Dou-Te graças, Senhor, pela vida que em nós renasce. Pelas sementes que germinam em nossos caminhos. Pelos amigos que nos expandem e vivificam.

Que nesta Páscoa possamos dizer como Drummond de Andrade: “E nosso amor, que brotou/ Do tempo, não tem idade/ Pois só quem ama/ Escutou o apelo da eternidade.”.
(17/4/2019)

 

SOLITÁRIOS EM COMUNHÃO (II)



À entrada da “Cartuxa de Miraflores”, o irmão porteiro, em silêncio e com um sorriso, oferece uma brochura que diz: “Como não nos é possível acompanhar-te pessoalmente, preparámos este folheto em que assinalamos o mais interessante da nossa igreja. Fundada em 1442, por D. João II de Castela e Leão, esta Cartuxa é, na realidade, obra quase exclusiva de sua filha, a rainha Isabel, a Católica. De estilo gótico, dos finais do século XV.”

Foi, pois, com emoção que transpus o limiar daquele espaço onde os Cartuxos se encontram em oração. De uma só nave, divide-se em três espaços distintos: para os fiéis, coro dos Irmãos; coro dos Padres e Presbitério.

Detenho-me no retábulo do Presbitério. “É como um grandioso cenário onde se desdobra, de maneira visível, o mistério da Redenção que se atualiza de forma invisível no altar, quando se celebra a Missa”. Para além do valor artístico, é notável pelo seu programa catequético.

No corpo superior, destaca-se uma grande “Coroa de Anjos”, em forma de Hóstia, em cujo centro está Cristo Crucificado. A cruz é sustentada por Deus-Pai e pelo Espírito Santo sob a forma de um jovem. Sobre a Cruz, um pelicano. Aos pés da Cruz, a Virgem Maria e São João. Nos ângulos da Cruz, em círculos mas dentro da grande roda formada pelos Anjos, estão representadas quatro cenas da paixão.

O suporte da “ Coroa de Anjos” são as figuras de S. Pedro e S. Paulo, as colunas da Igreja. Sobre eles, os evangelistas S. João e S. Mateus e, debaixo, São Marcos e S. Lucas. Nos quatro espaços triangulares estão os quatro doutores da Igreja Ocidental: S. Gregório, Santo Ambrósio, S. Jerónimo e Santo Agostinho.

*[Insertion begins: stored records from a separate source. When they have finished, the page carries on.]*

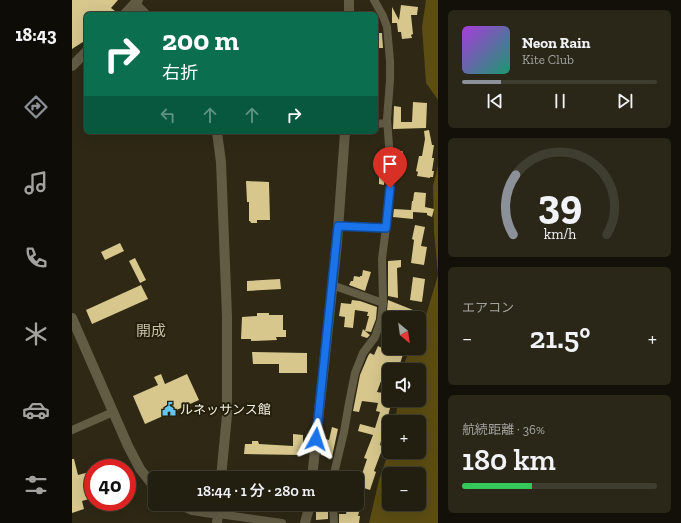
<!DOCTYPE html>
<html lang="ja">
<meta charset="utf-8">
<style>
:root{--surface:#221e10;--page:#2a2719;--text:#f1f3f6;--muted:#a2a29f;--line:#3f3c30;--accent:#8c9099}
body{margin:0;font-family:"Zilla Slab","Noto Sans JP",serif;background:var(--page);color:var(--text);height:100vh;display:flex;flex-direction:column;font-size:15px;white-space:nowrap}
*{box-sizing:border-box;margin:0}
p{font-size:13px;color:var(--muted)}
.icon{flex:none;width:22px;height:22px;fill:none;stroke:currentColor;stroke-width:2;stroke-linecap:round;stroke-linejoin:round}
.map{position:relative;flex:1;overflow:hidden}
.panel{display:flex;flex-direction:column;gap:10px;padding:10px;background:#131009;width:243px}
.panel>*{flex:none}
.guide{position:absolute;left:12px;top:12px;width:294px;height:122px;border-radius:6px;box-shadow:0 4px 16px #0002,0 0 0 1px var(--line);background:#0b6e4f;color:#fff;overflow:hidden}
.needle{width:26px;rotate:151deg}
.fabs{position:absolute;left:310px;top:311px;display:grid;gap:8px}
.fabs a{display:grid;place-items:center;width:44px;height:44px;border-radius:6px;background:var(--surface);box-shadow:0 4px 16px #0002,0 0 0 1px var(--line);font-size:20px}
.speed{position:absolute;left:12px;top:459px;display:flex;gap:8px;font-size:20px;font-weight:700;text-align:center}
.speed>*{display:grid;place-content:center;width:52px;height:52px;border-radius:50%;background:var(--surface);box-shadow:0 4px 16px #0002,0 0 0 1px var(--line);line-height:1}
.speed .limit{border:6px solid #d22;background:#fff;color:#111}
.pin{position:absolute;display:grid;place-items:center;width:34px;height:34px;color:#fff;margin:-41px -17px;border-radius:50% 50% 50% 0;rotate:-45deg;box-shadow:0 0 4px #0007}
.pin .icon{rotate:45deg}
.me{position:absolute;width:44px;margin:-22px;rotate:5deg;stroke-linejoin:round;filter:drop-shadow(0 0 3px #0008)}
.turn{display:flex;align-items:center;gap:14px;height:84px;padding:0 12px;font-size:18px}
.turn .icon{width:52px;height:52px;stroke-width:2.5}
.turn b{display:block;font-size:28px;line-height:34px}
.lanes{display:flex;align-items:center;height:38px;padding:0 12px;background:#0003;justify-content:center;gap:20px;direction:ltr}
.lanes .off{opacity:.35}
.big{font-size:30px;font-weight:600;line-height:1.1}
.panel .widget{flex:1;display:flex;flex-direction:column;justify-content:center;gap:6px;min-width:0;padding:0 14px;border-radius:6px;background:var(--page)}
.panel .dial{align-items:center;gap:0}
.dial svg{height:104px;overflow:visible;fill:none;stroke:var(--line);stroke-width:7;stroke-linecap:round;text-anchor:middle}
.dial text{fill:var(--text);stroke:none}
.song{display:flex;align-items:center;gap:12px}
.cover{width:48px;height:48px;border-radius:6px;background:linear-gradient(135deg,hsl(280 70% 55%),hsl(160 70% 35%))}
.played{height:4px;border-radius:2px;background:linear-gradient(90deg,var(--accent) 20%,var(--line) 20%)}
.keys{display:flex;justify-content:space-around;direction:ltr}
.heat{display:flex;justify-content:space-between;align-items:center;font-size:22px;direction:ltr}
.charge{height:6px;border-radius:3px;background:linear-gradient(90deg,#34c759 36%,var(--line) 0)}
.trip{position:absolute;left:76px;top:471px;width:216px;height:40px;border-radius:6px;background:var(--surface);box-shadow:0 4px 16px #0002,0 0 0 1px var(--line);font-weight:600;line-height:40px;text-align:center}
main{display:flex;flex:1;min-height:0}
.dock{display:flex;flex-direction:column;width:72px;justify-content:space-around;align-items:center;background:#0e0c06;color:var(--muted)}
.dock .icon{width:28px;height:28px}
.dock .active{color:var(--accent)}
.dock b{font-size:18px;color:var(--text)}
.map>svg:first-child{display:block}
</style>
<main>
<nav class="dock">
<b>18:43</b>
<svg class="icon active" aria-label="directions" viewBox="0 0 24 24"><path d="M12 3l9 9-9 9-9-9zM9 14v-3h6M13 9l2 2-2 2"/></svg>
<svg class="icon" aria-label="music" viewBox="0 0 24 24"><path d="M9 18V5l10-2v13"/><circle cx="6" cy="18" r="3"/><circle cx="16" cy="16" r="3"/></svg>
<svg class="icon" aria-label="phone" viewBox="0 0 24 24"><path d="M5 4h4l2 5-3 2q2 4 5 5l2-3 5 2v4C11 20 4 13 5 4z"/></svg>
<svg class="icon" aria-label="climate" viewBox="0 0 24 24"><path d="M12 3v18M4 7l16 10M4 17L20 7"/></svg>
<svg class="icon" aria-label="car" viewBox="0 0 24 24"><path d="M5 17H2v-5l4-1 3-4h7l3 4 3 1v5h-3M9 17h6M6 11h13"/><circle cx="7" cy="17" r="2"/><circle cx="17" cy="17" r="2"/></svg>
<svg class="icon" aria-label="filters" viewBox="0 0 24 24"><path d="M4 7h16M4 17h16"/><circle cx="9" cy="7" r="2"/><circle cx="15" cy="17" r="2"/></svg>
</nav>
<div class="map">
<svg width="366" height="523" viewBox="0 0 366 523">
<rect width="100%" height="100%" fill="#2e2815"/>
<g fill="#5c4d13" fill-rule="evenodd">
<path d="M 354,0 L 366,0 L 366,100 L 354,83 L 350,27 Z"/>
<path d="M 366,166 L 366,275 L 362,231 L 361,186 Z"/>
<path d="M 366,275 L 366,523 L 297,523 L 307,480 L 317,451 L 317,452 L 347,452 L 347,422 L 323,422 L 326,400 L 347,400 L 347,370 L 330,370 L 338,348 L 347,348 L 347,339 ZM 317,474 L 347,474 L 347,504 L 317,504 Z"/>
</g>
<g fill="#d7c78d">
<path d="M 0,0 L 46,0 L 39,8 L 47,14 L 14,14 L 14,40 L 0,49 Z"/>
<path d="M 329,5 L 346,7 L 345,15 L 339,15 L 341,34 L 339,35 L 340,38 L 330,39 L 329,32 L 326,32 L 325,23 L 320,23 L 320,7 L 327,20 Z"/>
<path d="M 304,33 L 310,33 L 311,48 L 304,48 Z"/>
<path d="M 341,102 L 355,103 L 354,128 L 321,129 L 322,106 L 329,107 L 329,122 L 340,122 Z"/>
<path d="M 357,130 L 360,145 L 362,145 L 360,158 L 362,158 L 360,171 L 362,171 L 361,177 L 358,177 L 358,178 L 345,176 L 346,172 L 344,171 L 347,156 L 350,156 L 353,139 L 352,131 Z"/>
<path d="M 323,151 L 330,151 L 331,152 L 331,166 L 328,166 L 328,178 L 324,178 Z"/>
<path d="M 307,162 L 313,163 L 312,185 L 307,184 Z"/>
<path d="M 174,181 L 197,182 L 198,220 L 185,220 L 185,223 L 179,223 L 178,221 L 177,221 L 177,202 L 175,202 Z"/>
<path d="M 343,192 L 354,193 L 353,207 L 362,209 L 360,217 L 355,215 L 355,213 L 341,212 L 341,219 L 321,217 L 322,209 L 339,210 L 340,201 L 341,201 L 342,193 Z"/>
<path d="M 343,225 L 353,227 L 349,246 L 355,247 L 352,265 L 339,263 L 342,240 L 340,239 Z"/>
<path d="M 48,243 L 52,251 L 33,260 L 29,252 Z"/>
<path d="M 63,258 L 74,280 L 68,283 L 57,261 Z"/>
<path d="M 329,260 L 329,267 L 325,268 L 326,298 L 316,296 L 316,261 Z"/>
<path d="M 291,270 L 299,272 L 293,291 L 277,285 L 279,281 L 281,281 L 282,276 L 288,277 L 288,276 L 290,276 Z"/>
<path d="M 341,277 L 353,279 L 350,302 L 338,300 Z"/>
<path d="M 208,279 L 209,289 L 175,291 L 175,281 Z"/>
<path d="M 69,285 L 76,299 L 20,324 L 14,310 Z"/>
<path d="M 280,300 L 288,301 L 305,307 L 304,319 L 299,332 L 293,331 L 298,335 L 295,338 L 289,336 L 291,329 L 293,331 L 297,316 L 295,316 L 296,312 L 283,310 L 281,328 L 272,327 L 273,317 L 267,316 L 269,303 L 279,304 Z"/>
<path d="M 316,300 L 341,310 L 340,315 L 328,313 L 327,318 L 317,318 L 317,336 L 310,334 L 314,321 Z"/>
<path d="M 185,313 L 197,313 L 197,315 L 211,315 L 211,330 L 214,330 L 214,337 L 204,337 L 205,340 L 179,341 L 179,339 L 169,339 L 170,317 L 185,316 Z"/>
<path d="M 306,346 L 321,354 L 323,348 L 333,348 L 326,370 L 317,370 L 317,375 L 312,373 L 305,392 L 317,394 L 317,400 L 320,400 L 316,416 L 318,417 L 316,425 L 313,424 L 308,445 L 311,447 L 302,471 L 304,472 L 298,490 L 286,486 L 295,459 L 292,458 L 301,435 L 286,431 L 288,424 L 303,428 L 308,412 L 304,411 L 306,403 L 290,401 L 287,412 L 281,411 L 288,375 L 296,356 L 298,353 L 302,355 Z"/>
<path d="M 180,352 L 235,353 L 235,373 L 207,373 L 207,364 L 181,364 Z"/>
<path d="M 89,374 L 93,384 L 115,374 L 127,400 L 73,424 L 61,396 L 86,385 L 82,377 Z"/>
<path d="M 260,427 L 266,429 L 260,457 L 249,455 L 250,445 L 252,446 L 254,439 L 257,440 Z"/>
<path d="M 221,434 L 231,435 L 231,455 L 172,454 L 173,444 L 180,444 L 180,441 L 186,441 L 187,444 L 221,446 Z"/>
<path d="M 0,459 L 2,459 L 6,475 L 21,471 L 21,498 L 10,501 L 12,509 L 0,513 Z"/>
<path d="M 276,504 L 289,504 L 286,516 L 288,516 L 287,523 L 267,523 L 267,514 L 274,514 Z"/>
<path d="M 252,506 L 253,509 L 256,509 L 256,519 L 244,520 L 244,507 Z"/>
</g>
<g fill="none" stroke-linecap="round" stroke-linejoin="round">
<g stroke="#625c45" stroke-width="8">
<path d="M 304,124 L 315,123"/>
<path d="M 266,226 L 314,228"/>
<path d="M 260,285 L 311,303"/>
<path d="M 0,430 L 41,412"/>
<path d="M 261,478 L 272,432 L 277,403 L 283,373 L 291,353 L 303,337 L 309,320 L 311,303 L 310,259 L 317,204 L 319,172 L 315,119 L 318,80 L 318,61 L 315,27 L 311,16 L 302,0"/>
<path d="M 261,504 L 262,523"/>
<path d="M 147,514 L 210,523"/>
</g>
<g stroke="#625c45" stroke-width="10">
<path d="M 63,4 L 73,14"/>
<path d="M 53,14 L 66,0"/>
<path d="M 277,14 L 277,0"/>
<path d="M 0,66 L 14,52"/>
<path d="M 145,132 L 149,162 L 155,316 L 155,415 L 149,478"/>
<path d="M 0,318 L 56,446 L 68,469 L 83,488"/>
<path d="M 240,478 L 265,243 L 273,132"/>
<path d="M 106,504 L 120,510 L 147,514"/>
<path d="M 145,523 L 147,504"/>
<path d="M 233,523 L 238,504"/>
</g>
</g>
<g fill="none" stroke-linecap="round" stroke-linejoin="round">
<g stroke="#114b97" stroke-width="10">
<path id="route" d="M 244,439 L 266,226 L 314,228 L 318,188"/>
</g>
<use href="#route" stroke="#1a73e8" stroke-width="7"/>
</g>
<defs>
<g id="civic-bare" transform="scale(1.08)"><path d="M-.6-6.5H3V-4.5H.6V-3L4-1V1h2V6H-6V1h2V-1L-.6-3ZM-1.2 2.5V6h2.4V2.5Z" fill="#65c5ee" stroke="#241f0b" stroke-width="2.5" paint-order="stroke"/></g>
</defs>
<g fill-rule="evenodd">
<use href="#civic-bare" x="97" y="409"/>
</g>
<g text-anchor="middle" stroke-width="4" stroke-linejoin="round" paint-order="stroke">
<g font-size="13" fill="#f2efe3" stroke="#241f0b" text-anchor="start">
<text x="108" y="414">ルネッサンス館</text>
</g>
<g font-size="15" fill="#c5bfa7" stroke="#241f0b">
<text x="79" y="336">開成</text>
</g>
</g>
</svg>
<div class="fabs">
<a><svg class="needle" viewBox="-14 -14 28 28"><path d="M0-13l5 13h-10z" fill="#e53935"/><path d="M0 13l5-13h-10z" fill="#a2a29f"/></svg></a>
<a><svg class="icon" aria-label="sound" viewBox="0 0 24 24"><path d="M4 9h4l5-4v14l-5-4H4zM17 9q2 3 0 6"/></svg></a>
<a>+</a>
<a>−</a>
</div>
<div class="speed"><div class="limit">40</div></div>
<div class="pin" style="left:318px;top:188px;background:#d93025"><svg class="icon" aria-label="arrive" viewBox="0 0 24 24"><path d="M6 21V4h12l-3 4 3 4H6"/></svg></div>
<svg class="me" style="left:244px;top:439px" viewBox="-20 -20 40 40"><path d="M0-17L14 15 0 8-14 15z" fill="#1a73e8" stroke="#fff" stroke-width="4"/></svg>
<div class="trip">18:44 · 1 分 · 280 m</div>
<div class="guide">
<div class="turn"><svg class="icon" aria-label="right" viewBox="0 0 24 24"><path d="M7 20v-9h11M14 6l5 5-5 5"/></svg><div><b>200 m</b>右折</div></div>
<div class="lanes"><svg class="icon off" aria-label="left" viewBox="0 0 24 24"><path d="M17 20v-9H6M10 6l-5 5 5 5"/></svg><svg class="icon off" aria-label="ahead" viewBox="0 0 24 24"><path d="M12 20V5M6 11l6-6 6 6"/></svg><svg class="icon off" aria-label="ahead" viewBox="0 0 24 24"><path d="M12 20V5M6 11l6-6 6 6"/></svg><svg class="icon" aria-label="right" viewBox="0 0 24 24"><path d="M7 20v-9h11M14 6l5 5-5 5"/></svg></div>
</div>
</div>
<section class="panel">
<div class="widget">
<div class="song"><i class="cover"></i><div><b>Neon Rain</b><p>Kite Club</p></div></div>
<div class="played"></div>
<div class="keys"><svg class="icon" aria-label="previous" viewBox="0 0 24 24"><path d="M18 5L8 12l10 7zM5 5v14"/></svg><svg class="icon" aria-label="pause" viewBox="0 0 24 24"><path d="M8 5v14M16 5v14"/></svg><svg class="icon" aria-label="next" viewBox="0 0 24 24"><path d="M6 5l10 7-10 7zM19 5v14"/></svg></div>
</div>
<div class="widget dial"><svg viewBox="0 0 100 80">
<path d="M14 69A42 42 0 1 1 86 69"/>
<path d="M14 69A42 42 0 0 1 16 23" stroke="#8c9099"/>
<text x="50" y="56" font-size="32" font-weight="700">39</text>
<text x="50" y="72" font-size="11">km/h</text>
</svg></div>
<div class="widget"><p>エアコン</p>
<div class="heat"><a>−</a><b class="big">21.5°</b><a>+</a></div>
</div>
<div class="widget"><p>航続距離 · 36%</p><b class="big">180 km</b><div class="charge"></div></div>
</section>
</main>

A parte inferior do retábulo tem como centro o “Sacrário” que contém a presença viva de Cristo. Sobre o Sacrário, um nicho alberga seis altos-relevos, fixados num torno giratório, correspondentes às grandes festas litúrgicas: Nascimento de Jesus, Batismo, Ressurreição, Ascensão, Pentecostes e Assunção.

De cada lado do Sacrário, estão os santos patronos dos cartuxos: S. João Batista e Santa Maria Madalena. Ao mesmo nível, nas laterais, veem-se Santa Catarina de Alexandria e Santiago. Entre estas imagens, mas em plano superior, surge a Anunciação e a Adoração dos Magos. Debaixo destes, dois altos -relevos representam a Última Ceia e a Descida da Cruz.

Nos extremos, do lado esquerdo, de joelhos, D. João II, fundador da Cartuxa, “conduzido” por Santiago; do lado direito, sua esposa, Isabel de Portugal, protegida por Santa Isabel com seu filho S. João Batista. Sobre os monarcas estão os escudos respetivos de Castela e de Portugal. Sem chauvinismos, soube-me bem ver o escudo português…

A visita completa-se com o magnífico Panteão Real em jaspe de Guadalajara, mandado construir pela rainha Isabel para seus pais que nele repousam.

Só se ama o que se conhece…

(10/4/2019)

quarta-feira, abril 03, 2019

SOLITÁRIOS EM COMUNHÃO - I

 
Havia uma Ordem Religiosa, mais que milenar, de que eu tinha apenas umas ideias confusas. Para me esclarecer, visitei a “Cartuxa de Miraflores” em Burgos. A visita circunscreveu-se à igreja. As dependências restantes estão habitadas por 22 monges: Padres e Irmãos. Porém, um vídeo que mostra o seu quotidiano e um livro completaram-me a informação.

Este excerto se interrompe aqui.